━━ GIVEN DATA ━━

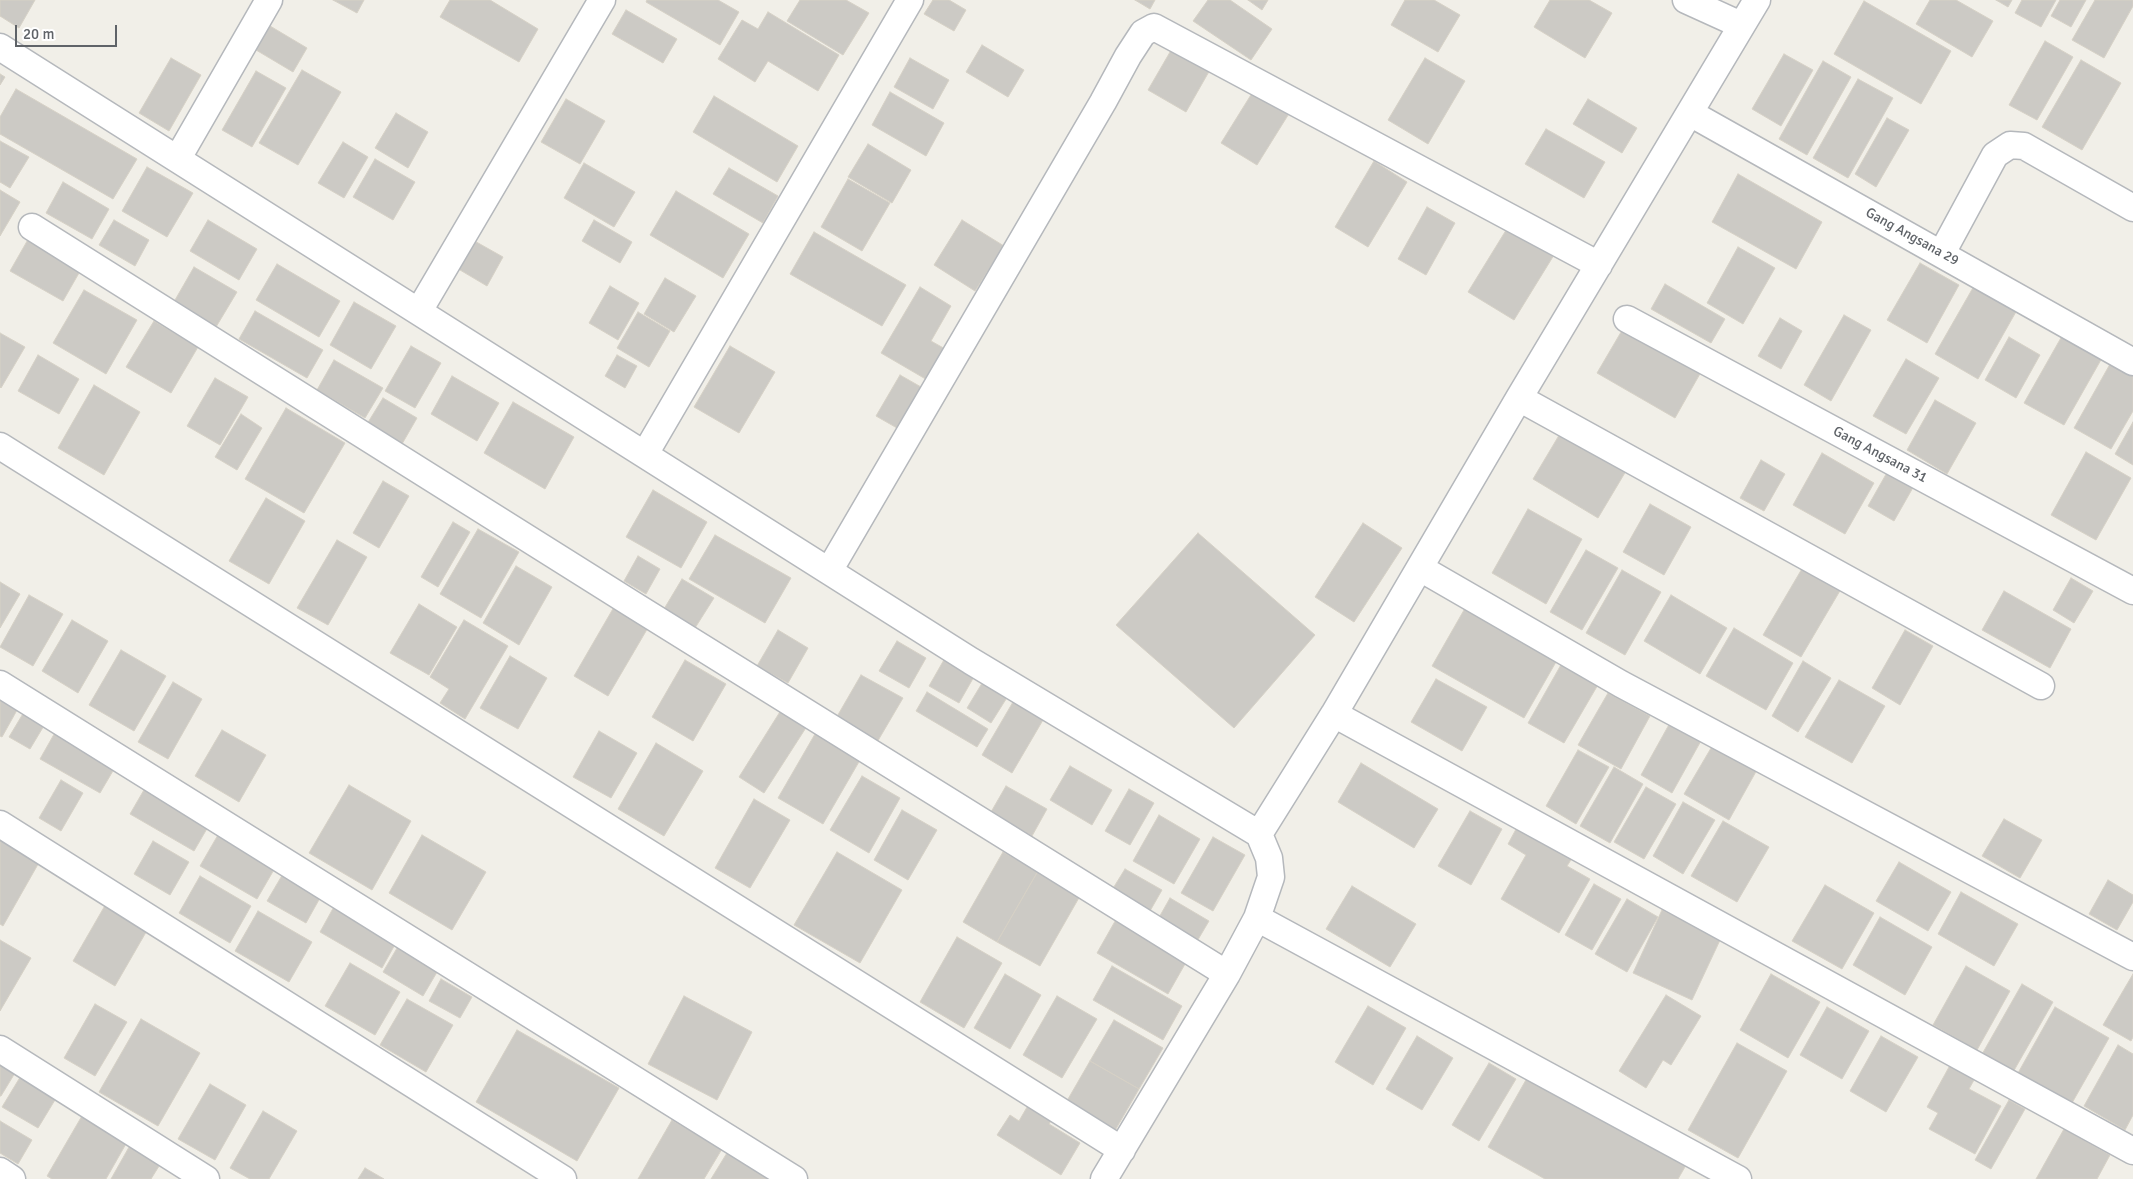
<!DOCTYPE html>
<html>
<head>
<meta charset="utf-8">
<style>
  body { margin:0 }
  #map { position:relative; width:2133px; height:1179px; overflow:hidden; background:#f1efe8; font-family:Signika,sans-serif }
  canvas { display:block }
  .scale { position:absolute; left:15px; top:25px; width:102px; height:22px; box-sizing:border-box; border:2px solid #5f6368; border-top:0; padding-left:6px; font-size:15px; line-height:18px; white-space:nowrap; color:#5f6368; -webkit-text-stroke:4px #fff; paint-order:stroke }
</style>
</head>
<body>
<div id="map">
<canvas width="2133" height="1179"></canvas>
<div class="scale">20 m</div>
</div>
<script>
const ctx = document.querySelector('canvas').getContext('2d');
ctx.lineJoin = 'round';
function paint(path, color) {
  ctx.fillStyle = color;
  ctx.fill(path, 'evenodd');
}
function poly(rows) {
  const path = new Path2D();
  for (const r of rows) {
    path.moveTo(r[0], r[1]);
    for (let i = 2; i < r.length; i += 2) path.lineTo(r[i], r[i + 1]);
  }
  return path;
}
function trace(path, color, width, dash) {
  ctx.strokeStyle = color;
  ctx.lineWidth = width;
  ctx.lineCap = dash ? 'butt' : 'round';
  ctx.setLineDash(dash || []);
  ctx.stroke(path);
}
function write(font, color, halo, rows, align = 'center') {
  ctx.font = font + ' Signika,sans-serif';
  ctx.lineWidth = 4;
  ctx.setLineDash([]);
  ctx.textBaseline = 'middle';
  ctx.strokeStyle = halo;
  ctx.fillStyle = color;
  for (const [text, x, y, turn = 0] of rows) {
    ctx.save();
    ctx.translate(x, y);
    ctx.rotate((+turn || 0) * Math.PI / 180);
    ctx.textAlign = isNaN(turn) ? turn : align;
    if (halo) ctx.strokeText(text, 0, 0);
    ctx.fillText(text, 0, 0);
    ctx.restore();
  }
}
const building = poly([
  [0,0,35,0,19,28,0,16,0,0],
  [333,0,364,0,357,13,333,0],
  [450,0,490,0,538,29,519,62,440,17,450,0],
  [647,0,718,0,739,12,720,45,646,2,647,0],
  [800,0,846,0,869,13,843,55,787,21,800,0],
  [933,0,949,0,966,10,954,31,924,14,933,0],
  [1135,0,1155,0,1150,9,1135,0],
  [1208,0,1230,0,1272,29,1251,60,1193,21,1208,0],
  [1248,0,1268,0,1262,10,1248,0],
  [1405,0,1434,0,1460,15,1438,52,1391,25,1405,0],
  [1550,0,1589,0,1612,13,1585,58,1534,27,1550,0],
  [1930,0,1956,0,1993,21,1972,57,1916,24,1930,0],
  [1996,0,2012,0,2008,7,1996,0],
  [2022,0,2056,0,2041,27,2015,13,2022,0],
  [2060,0,2086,0,2071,27,2051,16,2060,0],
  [2095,0,2133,0,2133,6,2104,58,2072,40,2095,0],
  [1864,1,1951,51,1921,104,1834,54,1864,1],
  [626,10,677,39,663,63,612,34,626,10],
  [768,12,839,55,818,91,768,61,755,82,718,59,742,20,758,29,768,12],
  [265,23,307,48,293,72,251,47,265,23],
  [1177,40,1215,61,1186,112,1148,90,1177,40],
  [2045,41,2073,57,2037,120,2009,105,2045,41],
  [982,45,1024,70,1008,97,966,72,982,45],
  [1784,54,1813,70,1781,126,1752,109,1784,54],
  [171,58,201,75,169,131,139,113,171,58],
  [910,58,949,80,933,109,894,87,910,58],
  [1425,58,1465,81,1428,144,1388,120,1425,58],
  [2081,60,2121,83,2082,150,2042,127,2081,60],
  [1823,61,1851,77,1807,155,1779,139,1823,61],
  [302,70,341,92,298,165,259,143,302,70],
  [256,71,286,88,252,147,222,130,256,71],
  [0,74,5,77,0,85,0,74],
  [1858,79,1893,98,1848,178,1813,158,1858,79],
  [16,89,137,159,113,199,0,134,0,117,16,89],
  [1254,90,1290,112,1257,165,1221,143,1254,90],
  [890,92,944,123,926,156,872,125,890,92],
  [714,96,798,146,777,182,693,132,714,96],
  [566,99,605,121,580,164,541,142,566,99],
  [1588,99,1637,128,1622,153,1573,124,1588,99],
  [396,113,428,132,408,168,375,148,396,113],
  [1887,118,1909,130,1876,187,1855,174,1887,118],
  [1546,129,1605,162,1584,198,1525,164,1546,129],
  [0,141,29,157,10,188,0,182,0,141],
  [343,142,368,157,344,198,318,183,343,142],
  [868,144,911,170,892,203,848,177,868,144],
  [375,159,415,182,393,220,353,197,375,159],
  [1374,161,1407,182,1368,247,1335,227,1374,161],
  [584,163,635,192,614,227,564,198,584,163],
  [147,167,193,193,167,237,122,211,147,167],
  [729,168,778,196,763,223,713,194,729,168],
  [1738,174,1822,222,1796,269,1712,222,1738,174],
  [848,179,890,203,862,251,821,227,848,179],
  [63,182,109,209,92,239,46,213,63,182],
  [0,190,20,202,0,236,0,190],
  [676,191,749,234,723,278,650,235,676,191],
  [1427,207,1455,223,1426,275,1398,259,1427,207],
  [114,220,149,240,135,266,99,245,114,220],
  [208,220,257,249,239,280,190,251,208,220],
  [594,220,632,242,620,263,582,241,594,220],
  [962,220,1004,246,975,291,934,265,962,220],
  [1508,227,1554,255,1514,320,1468,292,1508,227],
  [814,232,906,285,882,326,790,274,814,232],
  [30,236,83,266,63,301,10,271,30,236],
  [471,239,503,257,487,286,455,267,471,239],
  [1738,247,1775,268,1743,324,1707,303,1738,247],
  [1920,263,1959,285,1927,343,1887,320,1920,263],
  [277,264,340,301,319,337,256,300,277,264],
  [194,267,237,292,213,332,171,307,194,267],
  [665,278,696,296,674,332,644,314,665,278],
  [1665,284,1725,319,1711,343,1651,309,1665,284],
  [610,286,639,303,618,340,589,323,610,286],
  [1974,286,2017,310,1978,379,1935,354,1974,286],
  [920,287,951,306,931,341,947,350,929,381,881,353,920,287],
  [84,290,137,320,106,374,53,343,84,290],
  [354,302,396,326,371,369,330,345,354,302],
  [255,311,323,350,307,378,239,339,255,311],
  [638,312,670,331,649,367,617,348,638,312],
  [1844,315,1871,330,1831,401,1804,385,1844,315],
  [1780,318,1802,331,1781,369,1758,356,1780,318],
  [154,321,198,347,171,393,126,367,154,321],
  [1624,327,1701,372,1675,418,1597,373,1624,327],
  [0,333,25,347,1,388,0,387,0,333],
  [2062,336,2102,358,2064,425,2024,403,2062,336],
  [2009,337,2040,355,2016,398,1985,380,2009,337],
  [411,346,441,363,415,408,385,391,411,346],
  [730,346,775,372,739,433,694,407,730,346],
  [38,355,79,379,59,414,18,391,38,355],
  [617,355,637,366,625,388,605,376,617,355],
  [2114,357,2133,368,2133,411,2111,449,2074,428,2114,357],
  [1906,359,1939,378,1906,434,1873,416,1906,359],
  [334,360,383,388,365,418,317,390,334,360],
  [900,375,928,391,904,432,876,416,900,375],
  [452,376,499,403,477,441,431,414,452,376],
  [215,378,248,397,220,445,187,426,215,378],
  [94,385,140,412,104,475,58,448,94,385],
  [383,398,417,418,402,444,367,424,383,398],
  [1935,400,1976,423,1947,474,1907,450,1935,400],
  [513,402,574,437,545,489,484,453,513,402],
  [286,408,345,443,304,513,245,479,286,408],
  [241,414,262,428,237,470,215,457,241,414],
  [2133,422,2133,465,2115,454,2133,422],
  [1561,432,1626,471,1598,518,1533,479,1561,432],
  [2086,452,2131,478,2096,540,2051,515,2086,452],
  [1822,453,1874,483,1845,534,1793,505,1822,453],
  [1761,460,1785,474,1764,511,1740,498,1761,460],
  [1889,469,1915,484,1894,521,1868,506,1889,469],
  [383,481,409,496,379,548,353,533,383,481],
  [653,490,707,522,681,568,626,537,653,490],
  [266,498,305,521,269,584,229,561,266,498],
  [1650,504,1691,527,1664,575,1623,552,1650,504],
  [1528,509,1582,539,1546,604,1492,573,1528,509],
  [453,522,470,532,438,587,421,577,453,522],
  [1363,523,1402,548,1354,622,1315,597,1363,523],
  [478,529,519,552,481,618,440,594,478,529],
  [1198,533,1315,635,1234,728,1116,625,1198,533],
  [715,535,791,578,765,623,689,579,715,535],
  [337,540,367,557,328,625,297,608,337,540],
  [1586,550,1618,568,1582,630,1550,612,1586,550],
  [638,556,660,569,646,594,624,581,638,556],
  [516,566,552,587,519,645,483,623,516,566],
  [1803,567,1841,589,1801,657,1763,635,1803,567],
  [1622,570,1661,592,1625,655,1586,633,1622,570],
  [2071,578,2093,591,2074,623,2053,610,2071,578],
  [682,579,714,598,695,628,664,609,682,579],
  [0,582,20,594,0,628,0,582],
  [2004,591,2071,629,2050,668,1982,630,2004,591],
  [29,595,63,614,33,666,0,647,29,595],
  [1671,595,1727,628,1700,674,1644,641,1671,595],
  [1468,603,1560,655,1524,718,1432,666,1468,603],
  [419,604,457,627,429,675,390,653,419,604],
  [614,607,649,626,608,696,574,676,614,607],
  [72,620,108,641,78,693,42,671,72,620],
  [464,620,508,646,465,719,440,703,449,689,430,677,464,620],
  [1734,628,1793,663,1766,710,1706,676,1734,628],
  [778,630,808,648,788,683,757,666,778,630],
  [1905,630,1933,646,1900,705,1872,688,1905,630],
  [897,641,926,658,909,688,879,671,897,641],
  [121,650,166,676,134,731,89,705,121,650],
  [510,656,547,678,518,729,480,708,510,656],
  [945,658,975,675,959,703,929,686,945,658],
  [685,660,726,684,693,741,652,717,685,660],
  [1803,661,1831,678,1798,732,1772,716,1803,661],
  [1562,663,1599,683,1564,743,1528,723,1562,663],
  [861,675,903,698,876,744,835,720,861,675],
  [1436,679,1487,707,1462,751,1411,722,1436,679],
  [984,680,1008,696,991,723,967,708,984,680],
  [1839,680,1885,706,1852,763,1805,737,1839,680],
  [173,682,202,699,168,759,138,742,173,682],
  [0,691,21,703,2,737,0,736,0,691],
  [927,692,988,729,977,747,916,711,927,692],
  [1608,693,1650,716,1621,769,1578,745,1608,693],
  [1013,702,1043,720,1012,773,982,755,1013,702],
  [783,707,809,723,764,793,739,777,783,707],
  [24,712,45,724,30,749,9,737,24,712],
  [1671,721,1702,739,1672,793,1641,775,1671,721],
  [57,729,117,764,100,793,40,759,57,729],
  [222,730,266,755,239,802,195,776,222,730],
  [599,731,637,753,611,798,573,777,599,731],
  [815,734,860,760,823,824,778,798,815,734],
  [656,743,703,771,664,836,618,809,656,743],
  [1714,743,1758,768,1729,820,1684,794,1714,743],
  [1578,750,1609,767,1576,824,1546,806,1578,750],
  [1361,763,1438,809,1414,848,1338,802,1361,763],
  [1070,766,1112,790,1092,825,1050,800,1070,766],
  [1614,767,1643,784,1610,843,1580,826,1614,767],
  [862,776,900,798,869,853,830,830,862,776],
  [61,780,83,793,61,831,39,818,61,780],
  [148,783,212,820,194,851,130,814,148,783],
  [349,785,411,821,372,890,309,853,349,785],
  [1006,786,1047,809,1032,836,991,812,1006,786],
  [1646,787,1676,804,1644,859,1614,842,1646,787],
  [1129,789,1154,803,1130,845,1105,831,1129,789],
  [754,799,790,820,750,888,715,868,754,799],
  [1683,802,1715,820,1683,874,1653,856,1683,802],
  [902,810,937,830,908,880,874,860,902,810],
  [1470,811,1502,829,1471,885,1438,866,1470,811],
  [1159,815,1200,839,1174,884,1133,861,1159,815],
  [2004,819,2042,840,2020,878,1982,856,2004,819],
  [1521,820,1576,852,1567,866,1590,879,1559,933,1501,899,1526,855,1508,844,1521,820],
  [1723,821,1769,847,1737,902,1691,876,1723,821],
  [222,828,279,861,257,899,200,866,222,828],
  [0,835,41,859,3,926,0,924,0,835],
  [422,835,486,872,452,930,389,893,422,835],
  [1213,837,1245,855,1213,911,1181,893,1213,837],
  [153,841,189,862,170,895,134,874,153,841],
  [837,852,902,890,860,963,794,925,837,852],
  [1003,852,1038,871,997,942,963,922,1003,852],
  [1899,862,1951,892,1928,931,1876,901,1899,862],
  [287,867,325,889,306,923,267,901,287,867],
  [1125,869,1162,890,1150,911,1112,890,1125,869],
  [1038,871,1080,896,1040,966,997,942,1038,871],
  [200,876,251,906,230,943,179,913,200,876],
  [2108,880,2133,895,2133,902,2117,930,2089,914,2108,880],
  [1594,884,1621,899,1592,950,1565,935,1594,884],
  [1825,885,1874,913,1842,969,1792,941,1825,885],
  [1352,886,1416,924,1390,967,1326,929,1352,886],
  [1961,892,2018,924,1994,966,1938,934,1961,892],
  [1170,898,1209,921,1196,943,1157,921,1170,898],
  [1627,899,1658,917,1627,972,1595,954,1627,899],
  [107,902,149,927,115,986,73,961,107,902],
  [336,903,398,939,382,968,320,932,336,903],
  [1662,910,1721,938,1692,1000,1633,973,1662,910],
  [258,911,312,942,289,982,235,951,258,911],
  [1118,916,1189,957,1168,994,1097,953,1118,916],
  [1880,917,1932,947,1905,995,1853,965,1880,917],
  [957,937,1002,963,964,1028,920,1002,957,937],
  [0,940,31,958,0,1011,0,940],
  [400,943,440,967,423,996,383,972,400,943],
  [350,963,400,992,375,1035,325,1006,350,963],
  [1112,966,1182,1006,1163,1040,1093,1000,1112,966],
  [1966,966,2010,991,1977,1050,1933,1025,1966,966],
  [1005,974,1041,995,1010,1049,974,1028,1005,974],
  [1771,974,1820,1002,1788,1058,1740,1030,1771,974],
  [2133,974,2133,1037,2131,1041,2103,1025,2133,974],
  [441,979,472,997,460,1018,429,1001,441,979],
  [2022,984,2053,1002,2012,1074,1981,1056,2022,984],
  [1666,995,1701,1016,1671,1065,1663,1060,1646,1088,1619,1071,1666,995],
  [684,996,752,1032,717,1100,648,1064,684,996],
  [1057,996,1097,1019,1062,1078,1023,1055,1057,996],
  [407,999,453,1025,426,1072,380,1045,407,999],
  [95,1004,127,1022,95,1076,64,1058,95,1004],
  [1368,1006,1406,1028,1373,1085,1335,1062,1368,1006],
  [1827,1007,1869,1031,1842,1079,1800,1055,1827,1007],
  [2055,1007,2109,1038,2072,1103,2018,1073,2055,1007],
  [141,1019,200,1053,158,1126,99,1092,141,1019],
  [1114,1020,1163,1048,1139,1089,1090,1061,1114,1020],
  [517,1030,619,1088,577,1161,476,1102,517,1030],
  [1417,1036,1453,1058,1422,1110,1386,1089,1417,1036],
  [1881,1036,1918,1057,1886,1112,1850,1091,1881,1036],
  [1737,1043,1787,1071,1738,1158,1688,1130,1737,1043],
  [2118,1045,2133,1054,2133,1115,2125,1130,2084,1106,2118,1045],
  [0,1058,18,1068,1,1096,0,1096,0,1058],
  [1954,1058,1979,1071,1969,1089,2001,1106,1975,1154,1929,1129,1938,1113,1927,1107,1954,1058],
  [1090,1061,1139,1089,1113,1134,1064,1106,1090,1061],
  [1489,1063,1516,1079,1479,1141,1452,1125,1489,1063],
  [1531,1071,1689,1160,1678,1179,1545,1179,1488,1147,1531,1071],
  [22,1074,58,1095,38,1128,2,1107,22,1074],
  [210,1084,246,1105,215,1160,178,1139,210,1084],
  [2009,1100,2025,1109,1991,1169,1975,1160,2009,1100],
  [1030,1102,1054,1116,1049,1124,1080,1143,1061,1175,997,1135,1010,1115,1019,1121,1030,1102],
  [86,1109,131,1135,106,1179,52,1179,47,1176,86,1109],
  [263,1111,297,1131,269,1179,250,1179,230,1168,263,1111],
  [672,1120,722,1149,704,1179,638,1179,672,1120],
  [0,1121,32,1140,18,1164,0,1153,0,1121],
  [2064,1129,2110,1155,2097,1179,2036,1179,2064,1129],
  [133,1140,164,1158,151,1179,111,1179,133,1140],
  [730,1148,782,1179,711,1179,730,1148],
  [365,1168,384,1179,358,1179,365,1168]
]);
paint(building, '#cccac5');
trace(building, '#d6d1c6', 1);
const street = poly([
  [1686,0,1741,25],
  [0,47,971,661,1259,834,1269,858,1271,877,1257,918,1227,974,1104,1179],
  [1690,113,2133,362],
  [178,158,269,0],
  [32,227,632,604,1227,974],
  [1942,253,1995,155,2010,145,2024,146,2133,208],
  [419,311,602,0],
  [1627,319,2133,591],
  [1519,398,2041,686],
  [0,446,1122,1150],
  [645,454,910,0],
  [1420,568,1621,684,2133,957],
  [829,571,1103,102,1128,56,1143,33,1154,27,1599,265],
  [0,684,794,1179],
  [1334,714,2133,1151],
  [0,824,563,1179],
  [1259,834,1334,714,1519,398,1757,0],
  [1257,918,1738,1179],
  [0,1049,206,1179],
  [0,1171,12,1179]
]);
trace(street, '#b5b8bc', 29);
trace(street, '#fff', 26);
write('14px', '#5f6368', '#fff', [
  ["Gang Angsana 29",1912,237,29],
  ["Gang Angsana 31",1880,455,28]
]);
</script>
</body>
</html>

━━━

PROBLEM TO WORK ON>
Your job is to return all lines above that hold the word "strokeStyle".

SOLVED EXERCISE>
  ctx.strokeStyle = color;
  ctx.strokeStyle = halo;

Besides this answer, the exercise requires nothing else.